I am working on an IR project, I need an alternative to both stemming (which returns unreal words) and lemmatization (which may not change the word at all)
So I looked for a way to get forms of a word.
This python script gives me derivationally_related_forms of a word (e.g. "retrieving"), using NLTK and Wordnet:
from nltk.corpus import wordnet as wn
str = "retrieving"
synsets = wn.synsets(str)
s = set()
result = ""
for synset in synsets:
related = None
lemmas = synset.lemmas()
for lemma in lemmas:
forms = lemma.derivationally_related_forms()
for form in forms:
name = form.name()
s.add(name)
print(list(s))
The output is:
['recollection', 'recovery', 'regaining', 'think', 'retrieval', 'remembering', 'recall', 'recollective', 'thought', 'remembrance', 'recoverer', 'retriever']
But what I really want is only : 'retrieval'
, 'retriever'
, not 'think'
or 'recovery'
...etc
and the result is also missing other forms, such as: 'retrieve'
I know that the problem is that "synsets" include words different from my input word, so I get unrelated derivated forms
Is there a way to get the result I am expecting?

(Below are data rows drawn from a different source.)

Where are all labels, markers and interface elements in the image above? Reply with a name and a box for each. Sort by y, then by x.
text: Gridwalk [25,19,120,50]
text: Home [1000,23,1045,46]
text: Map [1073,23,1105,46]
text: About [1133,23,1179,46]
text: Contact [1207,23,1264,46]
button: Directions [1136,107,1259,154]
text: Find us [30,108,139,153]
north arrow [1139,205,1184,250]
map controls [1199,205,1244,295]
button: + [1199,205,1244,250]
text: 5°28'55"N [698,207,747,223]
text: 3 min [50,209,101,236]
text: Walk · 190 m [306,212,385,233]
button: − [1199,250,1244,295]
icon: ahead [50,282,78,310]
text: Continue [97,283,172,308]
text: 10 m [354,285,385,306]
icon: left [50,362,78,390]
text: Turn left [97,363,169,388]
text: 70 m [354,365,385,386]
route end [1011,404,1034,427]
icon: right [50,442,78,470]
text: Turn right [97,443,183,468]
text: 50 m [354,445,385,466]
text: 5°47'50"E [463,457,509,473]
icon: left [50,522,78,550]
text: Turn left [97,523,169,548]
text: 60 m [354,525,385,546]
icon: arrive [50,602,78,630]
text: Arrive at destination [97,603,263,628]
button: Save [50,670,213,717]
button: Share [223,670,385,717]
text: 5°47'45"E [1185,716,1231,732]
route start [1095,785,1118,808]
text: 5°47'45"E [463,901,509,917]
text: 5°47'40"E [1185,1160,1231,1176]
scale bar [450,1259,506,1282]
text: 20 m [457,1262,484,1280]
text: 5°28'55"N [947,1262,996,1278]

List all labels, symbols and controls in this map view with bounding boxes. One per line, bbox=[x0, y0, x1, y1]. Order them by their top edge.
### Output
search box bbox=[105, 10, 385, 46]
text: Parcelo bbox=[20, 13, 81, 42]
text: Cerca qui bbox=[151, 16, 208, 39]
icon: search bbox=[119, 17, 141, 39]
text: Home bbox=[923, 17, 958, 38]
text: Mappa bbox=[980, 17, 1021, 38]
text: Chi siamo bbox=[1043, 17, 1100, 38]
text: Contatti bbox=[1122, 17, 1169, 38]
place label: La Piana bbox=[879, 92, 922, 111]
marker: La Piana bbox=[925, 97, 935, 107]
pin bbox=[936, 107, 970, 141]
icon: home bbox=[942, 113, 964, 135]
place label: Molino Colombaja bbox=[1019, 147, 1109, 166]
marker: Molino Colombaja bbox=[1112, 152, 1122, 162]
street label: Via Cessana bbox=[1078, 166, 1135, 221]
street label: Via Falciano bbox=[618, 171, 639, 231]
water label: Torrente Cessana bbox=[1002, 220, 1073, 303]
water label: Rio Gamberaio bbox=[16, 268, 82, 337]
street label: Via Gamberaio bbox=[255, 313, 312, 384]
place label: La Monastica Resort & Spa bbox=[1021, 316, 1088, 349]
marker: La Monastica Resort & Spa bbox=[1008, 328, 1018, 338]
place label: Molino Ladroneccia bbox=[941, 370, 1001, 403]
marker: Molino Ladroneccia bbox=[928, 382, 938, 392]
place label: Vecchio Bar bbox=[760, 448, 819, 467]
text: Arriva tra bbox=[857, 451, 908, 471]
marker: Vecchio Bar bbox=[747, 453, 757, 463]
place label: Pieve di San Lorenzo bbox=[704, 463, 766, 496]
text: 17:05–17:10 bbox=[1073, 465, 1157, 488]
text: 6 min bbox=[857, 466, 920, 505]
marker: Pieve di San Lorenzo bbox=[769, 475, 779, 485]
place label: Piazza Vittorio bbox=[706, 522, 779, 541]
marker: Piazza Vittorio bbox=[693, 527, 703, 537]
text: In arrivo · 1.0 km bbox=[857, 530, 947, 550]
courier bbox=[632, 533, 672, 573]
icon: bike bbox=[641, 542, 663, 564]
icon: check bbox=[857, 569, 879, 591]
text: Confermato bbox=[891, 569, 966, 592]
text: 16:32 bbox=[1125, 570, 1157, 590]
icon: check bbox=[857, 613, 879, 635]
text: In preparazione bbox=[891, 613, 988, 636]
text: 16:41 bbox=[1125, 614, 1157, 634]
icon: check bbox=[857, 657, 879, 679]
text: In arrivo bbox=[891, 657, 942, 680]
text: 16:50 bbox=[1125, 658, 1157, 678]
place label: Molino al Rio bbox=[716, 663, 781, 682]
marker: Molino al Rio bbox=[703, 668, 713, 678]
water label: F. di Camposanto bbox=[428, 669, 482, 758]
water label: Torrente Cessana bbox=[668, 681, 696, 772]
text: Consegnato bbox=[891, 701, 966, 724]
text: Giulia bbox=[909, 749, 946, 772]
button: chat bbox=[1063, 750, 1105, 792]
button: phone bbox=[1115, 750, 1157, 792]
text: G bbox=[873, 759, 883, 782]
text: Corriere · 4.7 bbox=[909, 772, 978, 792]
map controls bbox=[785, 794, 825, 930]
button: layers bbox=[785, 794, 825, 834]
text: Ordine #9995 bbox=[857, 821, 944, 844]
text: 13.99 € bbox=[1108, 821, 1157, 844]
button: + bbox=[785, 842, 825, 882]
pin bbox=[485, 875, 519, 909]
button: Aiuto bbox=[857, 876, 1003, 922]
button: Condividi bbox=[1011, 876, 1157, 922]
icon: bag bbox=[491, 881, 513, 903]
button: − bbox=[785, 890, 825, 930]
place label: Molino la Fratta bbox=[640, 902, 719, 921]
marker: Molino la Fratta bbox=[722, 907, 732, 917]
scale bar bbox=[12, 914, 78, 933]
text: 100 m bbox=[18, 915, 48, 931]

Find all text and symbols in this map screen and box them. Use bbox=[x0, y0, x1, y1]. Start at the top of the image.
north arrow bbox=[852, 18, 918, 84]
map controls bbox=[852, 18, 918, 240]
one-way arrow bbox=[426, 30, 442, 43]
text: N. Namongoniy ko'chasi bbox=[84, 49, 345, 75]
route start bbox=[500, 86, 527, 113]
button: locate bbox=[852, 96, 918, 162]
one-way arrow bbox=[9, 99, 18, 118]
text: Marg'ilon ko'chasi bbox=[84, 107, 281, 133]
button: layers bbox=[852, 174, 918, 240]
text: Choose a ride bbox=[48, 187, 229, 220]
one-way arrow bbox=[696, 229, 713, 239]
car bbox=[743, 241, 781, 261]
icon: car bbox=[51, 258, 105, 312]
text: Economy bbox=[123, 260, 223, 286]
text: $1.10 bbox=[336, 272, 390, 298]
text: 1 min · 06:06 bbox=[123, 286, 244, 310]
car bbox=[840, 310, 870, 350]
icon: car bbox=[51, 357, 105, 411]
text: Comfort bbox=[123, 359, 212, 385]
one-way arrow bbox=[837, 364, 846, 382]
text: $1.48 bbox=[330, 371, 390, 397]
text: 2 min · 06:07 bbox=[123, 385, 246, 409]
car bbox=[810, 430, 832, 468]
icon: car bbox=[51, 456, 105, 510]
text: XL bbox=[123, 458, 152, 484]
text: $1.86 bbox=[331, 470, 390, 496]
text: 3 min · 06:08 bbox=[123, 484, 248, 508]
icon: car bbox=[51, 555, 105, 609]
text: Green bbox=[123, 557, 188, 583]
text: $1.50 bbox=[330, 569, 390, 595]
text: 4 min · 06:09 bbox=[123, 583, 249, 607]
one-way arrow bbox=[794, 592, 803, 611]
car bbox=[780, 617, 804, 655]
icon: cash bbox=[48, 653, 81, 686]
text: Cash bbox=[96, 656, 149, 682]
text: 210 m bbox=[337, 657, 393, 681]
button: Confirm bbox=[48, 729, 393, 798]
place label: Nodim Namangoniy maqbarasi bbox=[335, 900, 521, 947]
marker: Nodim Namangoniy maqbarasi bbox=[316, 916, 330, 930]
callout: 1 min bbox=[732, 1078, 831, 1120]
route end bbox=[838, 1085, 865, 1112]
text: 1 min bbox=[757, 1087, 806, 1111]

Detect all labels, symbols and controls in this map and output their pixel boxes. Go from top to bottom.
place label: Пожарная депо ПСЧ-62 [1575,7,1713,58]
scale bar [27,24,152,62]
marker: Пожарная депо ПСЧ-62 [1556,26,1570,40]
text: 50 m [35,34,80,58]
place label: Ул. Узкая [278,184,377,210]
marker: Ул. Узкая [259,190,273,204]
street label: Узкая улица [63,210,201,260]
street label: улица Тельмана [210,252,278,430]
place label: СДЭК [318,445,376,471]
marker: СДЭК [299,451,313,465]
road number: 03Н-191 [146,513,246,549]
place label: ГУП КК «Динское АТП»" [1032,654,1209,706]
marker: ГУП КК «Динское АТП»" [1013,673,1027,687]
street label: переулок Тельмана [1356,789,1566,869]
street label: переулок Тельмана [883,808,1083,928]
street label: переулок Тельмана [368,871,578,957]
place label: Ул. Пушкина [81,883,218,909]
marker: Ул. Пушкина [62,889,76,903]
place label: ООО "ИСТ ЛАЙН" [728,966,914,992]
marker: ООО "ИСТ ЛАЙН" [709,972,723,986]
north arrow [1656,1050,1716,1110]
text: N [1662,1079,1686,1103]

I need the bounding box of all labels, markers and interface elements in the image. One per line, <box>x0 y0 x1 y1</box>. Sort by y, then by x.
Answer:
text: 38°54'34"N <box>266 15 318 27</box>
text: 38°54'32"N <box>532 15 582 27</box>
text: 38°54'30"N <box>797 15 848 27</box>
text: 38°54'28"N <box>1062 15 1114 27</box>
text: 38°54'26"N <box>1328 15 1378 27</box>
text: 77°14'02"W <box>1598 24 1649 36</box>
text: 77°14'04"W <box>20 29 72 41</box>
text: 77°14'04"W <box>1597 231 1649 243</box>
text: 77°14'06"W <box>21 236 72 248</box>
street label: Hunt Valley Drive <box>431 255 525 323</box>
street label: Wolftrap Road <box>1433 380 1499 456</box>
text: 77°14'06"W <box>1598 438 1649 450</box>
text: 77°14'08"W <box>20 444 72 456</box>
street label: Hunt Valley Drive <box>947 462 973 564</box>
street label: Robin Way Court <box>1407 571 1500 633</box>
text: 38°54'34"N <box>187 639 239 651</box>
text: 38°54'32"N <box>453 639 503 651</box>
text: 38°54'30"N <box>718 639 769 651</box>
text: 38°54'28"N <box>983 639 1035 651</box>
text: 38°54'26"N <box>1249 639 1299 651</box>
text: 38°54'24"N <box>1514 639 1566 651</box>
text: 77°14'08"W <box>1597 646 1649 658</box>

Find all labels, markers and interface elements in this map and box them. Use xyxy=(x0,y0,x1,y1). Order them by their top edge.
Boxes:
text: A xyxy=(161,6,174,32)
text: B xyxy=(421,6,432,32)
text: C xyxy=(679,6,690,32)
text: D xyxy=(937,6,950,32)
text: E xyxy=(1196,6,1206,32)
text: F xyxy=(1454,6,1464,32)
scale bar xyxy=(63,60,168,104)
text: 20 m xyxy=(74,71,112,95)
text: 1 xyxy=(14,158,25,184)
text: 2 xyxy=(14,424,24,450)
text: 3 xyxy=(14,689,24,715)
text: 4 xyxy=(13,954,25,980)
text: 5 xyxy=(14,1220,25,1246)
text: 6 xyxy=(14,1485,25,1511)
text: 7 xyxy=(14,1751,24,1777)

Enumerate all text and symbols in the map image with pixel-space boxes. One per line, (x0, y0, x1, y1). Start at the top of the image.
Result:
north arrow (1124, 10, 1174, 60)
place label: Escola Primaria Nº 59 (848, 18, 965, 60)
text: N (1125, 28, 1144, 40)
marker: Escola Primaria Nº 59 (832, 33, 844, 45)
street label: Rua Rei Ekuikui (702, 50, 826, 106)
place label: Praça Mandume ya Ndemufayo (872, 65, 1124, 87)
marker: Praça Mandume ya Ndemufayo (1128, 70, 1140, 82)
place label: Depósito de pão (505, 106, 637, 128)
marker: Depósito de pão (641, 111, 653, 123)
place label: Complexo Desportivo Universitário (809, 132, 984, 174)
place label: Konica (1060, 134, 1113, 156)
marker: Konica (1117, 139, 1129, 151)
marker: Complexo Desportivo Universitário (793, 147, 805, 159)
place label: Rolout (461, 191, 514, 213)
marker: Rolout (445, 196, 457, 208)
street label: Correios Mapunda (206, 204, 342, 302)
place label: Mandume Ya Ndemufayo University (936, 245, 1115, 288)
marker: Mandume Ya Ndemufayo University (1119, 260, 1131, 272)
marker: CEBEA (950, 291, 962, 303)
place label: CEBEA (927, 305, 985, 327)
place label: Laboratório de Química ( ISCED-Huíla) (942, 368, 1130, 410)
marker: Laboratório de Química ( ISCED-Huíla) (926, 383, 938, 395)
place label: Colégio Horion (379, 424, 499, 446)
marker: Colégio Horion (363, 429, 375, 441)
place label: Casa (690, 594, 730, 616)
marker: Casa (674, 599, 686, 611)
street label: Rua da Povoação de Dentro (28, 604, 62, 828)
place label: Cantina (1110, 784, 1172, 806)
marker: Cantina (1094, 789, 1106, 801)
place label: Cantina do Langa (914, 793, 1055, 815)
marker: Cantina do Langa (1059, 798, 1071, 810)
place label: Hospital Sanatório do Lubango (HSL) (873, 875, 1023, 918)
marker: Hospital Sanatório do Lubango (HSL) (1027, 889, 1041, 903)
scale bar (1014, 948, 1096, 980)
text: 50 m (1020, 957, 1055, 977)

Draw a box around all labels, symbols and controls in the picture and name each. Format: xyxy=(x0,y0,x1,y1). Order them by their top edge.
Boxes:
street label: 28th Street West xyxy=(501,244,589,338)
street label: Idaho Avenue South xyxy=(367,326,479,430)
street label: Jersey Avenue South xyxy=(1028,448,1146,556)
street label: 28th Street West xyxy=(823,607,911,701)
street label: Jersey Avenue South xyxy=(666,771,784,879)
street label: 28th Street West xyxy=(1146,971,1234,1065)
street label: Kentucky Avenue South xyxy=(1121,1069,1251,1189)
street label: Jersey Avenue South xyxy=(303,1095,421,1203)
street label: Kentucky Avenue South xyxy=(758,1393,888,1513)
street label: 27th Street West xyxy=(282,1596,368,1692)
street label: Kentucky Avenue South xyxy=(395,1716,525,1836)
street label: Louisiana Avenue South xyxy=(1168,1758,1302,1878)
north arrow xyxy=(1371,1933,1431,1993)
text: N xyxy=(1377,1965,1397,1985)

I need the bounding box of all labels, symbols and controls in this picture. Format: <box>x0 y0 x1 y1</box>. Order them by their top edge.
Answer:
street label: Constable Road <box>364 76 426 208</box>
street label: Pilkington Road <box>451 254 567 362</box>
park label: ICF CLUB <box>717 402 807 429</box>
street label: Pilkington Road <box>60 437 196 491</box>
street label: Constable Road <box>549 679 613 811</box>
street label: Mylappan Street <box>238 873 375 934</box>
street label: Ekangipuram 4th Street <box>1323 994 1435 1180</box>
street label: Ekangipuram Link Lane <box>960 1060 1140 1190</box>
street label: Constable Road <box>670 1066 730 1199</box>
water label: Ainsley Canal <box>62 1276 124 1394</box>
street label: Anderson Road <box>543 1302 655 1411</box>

You could do what you currently do, then run a stemmer over the word list you get, and only keep the ones that have the same stem as the word you want.
Another approach, not using Wordnet, is to get a large dictionary that contains all derived forms, then do a fuzzy search on it. I just found this: https://github.com/dwyl/english-words/ (Which links back to this question How to get english language word database? )
The simplest algorithm would be an O(N) linear search, doing Levenshtein Distance on each. Or run your stemmer on each entry.
If efficiency starts to be a concern... well, that is really a new question, but the first idea that comes to mind is you could do a one-off indexing of all entries by the stemmer result.